There was substantial variation between different meat products, with beef generally increasing and chicken and pork generally decreasing. Beef mince prices increased by 7.2% and prices for frozen chicken portions decreased by 5.3%.

The below graphic shows the weekly price increases as well as the price increases since the lockdown began.

The most notable price changes include:

  • Bread and cereal prices decreased by 0,6% in the last week of the month to show a -0.5% change over the four weeks. Products showing the largest four-week change were rice (-4%) and cake flour (6.8%). South Africa’s main staple, mielie meal, ended the month with prices 0.1% lower than the end of March;
  • Milk, eggs and cheese products showed price increases of 0.2% in the last week and 2.8% over the month. The monthly increase was mainly due to a large increase in the price of eggs (19.8%) (almost all in the first week) and of cheese spread (6.8%). Cheddar cheese prices increased by 3.9% in the last week but decreased by 0.8% over the month;
  • Oils and fats increased by 1.2% over April. Margarine spread decreased by 4.9% but cooking oil increased by 5.4%;
  • Fruit and vegetable prices ended the month lower by 3.2% and 4,6% respectively. Prices for sugar, sweets and desserts declined by 1.2% in the most recent week and by 1,9% over April.

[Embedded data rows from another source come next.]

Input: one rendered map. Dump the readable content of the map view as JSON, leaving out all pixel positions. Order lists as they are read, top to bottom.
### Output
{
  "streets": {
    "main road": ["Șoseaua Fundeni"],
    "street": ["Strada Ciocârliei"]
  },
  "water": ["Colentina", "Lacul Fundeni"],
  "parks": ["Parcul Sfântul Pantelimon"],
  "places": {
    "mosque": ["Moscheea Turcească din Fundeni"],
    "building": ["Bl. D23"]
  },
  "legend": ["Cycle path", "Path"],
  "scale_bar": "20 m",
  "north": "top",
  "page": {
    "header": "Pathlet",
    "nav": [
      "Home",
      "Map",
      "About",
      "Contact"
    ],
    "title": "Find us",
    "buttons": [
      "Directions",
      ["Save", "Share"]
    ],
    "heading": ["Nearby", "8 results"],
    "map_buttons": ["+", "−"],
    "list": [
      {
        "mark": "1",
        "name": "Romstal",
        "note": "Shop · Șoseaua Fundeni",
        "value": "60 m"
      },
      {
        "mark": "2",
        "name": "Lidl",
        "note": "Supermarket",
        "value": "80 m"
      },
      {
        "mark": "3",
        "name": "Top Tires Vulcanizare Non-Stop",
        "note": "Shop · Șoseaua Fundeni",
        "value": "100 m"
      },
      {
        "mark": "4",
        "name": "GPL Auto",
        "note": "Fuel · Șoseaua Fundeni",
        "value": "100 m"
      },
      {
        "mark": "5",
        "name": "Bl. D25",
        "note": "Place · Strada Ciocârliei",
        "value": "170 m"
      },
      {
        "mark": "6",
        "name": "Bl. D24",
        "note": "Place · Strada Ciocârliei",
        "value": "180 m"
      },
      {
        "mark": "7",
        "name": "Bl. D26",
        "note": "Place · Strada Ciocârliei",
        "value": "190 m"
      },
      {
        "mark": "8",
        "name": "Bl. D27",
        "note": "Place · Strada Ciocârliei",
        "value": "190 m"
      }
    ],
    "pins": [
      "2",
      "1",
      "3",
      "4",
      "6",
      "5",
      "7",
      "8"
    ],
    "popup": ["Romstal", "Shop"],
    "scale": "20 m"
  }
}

White and brown sugar prices declined by 1% and 5% respectively over the four weeks;
  • Decreases in the prices for baby milk formula (‑5.1%) and baby cereal (‑6%) resulted in a weekly drop in the index for ‘other’ foods of 1.8%. This index ended April 0.4% higher than the last week of March;
  • Non-alcoholic beverage prices decreased by 0.5% in the week ending 30 April and by 0.3% over the whole month. Canned fizzy drinks increased by 5% and black tea by 4.6% during the month; prices of bottled fizzy drinks and rooibos tea decreased by 2.7% and 1.6% respectively;
  • There was an average price increase of 1.1% in household maintenance product groups (mainly detergents) during April. Dishwashing liquid (5.4%) and toilet cleaner (4.1%) prices showed significant upward movement.

Cost of a basket of food 

While StatsSA’s data shows that there have not been major price increases when looking at broad categories of food, consumers are still be paying more when looking at the average household food basket, the Pietermaritzburg Economic Justice and Dignity Group (PMBEJD) said.

The group collected food prices in Pietermaritzburg supermarkets which target the low-income market on 23 April. It then compared these prices to prices collected from before the lockdown started (2 March).

The group found that over the first three weeks of the lockdown (2 April – 23 April), the cost of the household food basket increased by R65,67 (1.9%) to R3,473.75.

When compared to prices before the lockdown started (2 March – 23 April), the cost of the household food basket increased by R252.75 (7.8%) from R3,221 to R3,473.75.

The PMBEJD said that the foods driving increases in the household food basket are all foods which are essential staple foods:

  • Rice – 12%
  • Cabbage – 10%
  • Cooking oil – 9%
  • Sugar beans – 8%
  • Cake flour -4%
  • White sugar – 4%
  • Onions – 5%
  • Eggs – 4%

The below table shows the tracked price increases in more detail:

More South Africans going hungry 

A separate report published by StatSA shows that more South Africans are also going hungry during lockdown.

The report is based on data collected from a series of web-surveys conducted between 29 April and 6 May 2020, with 2,688 respondents surveyed in total.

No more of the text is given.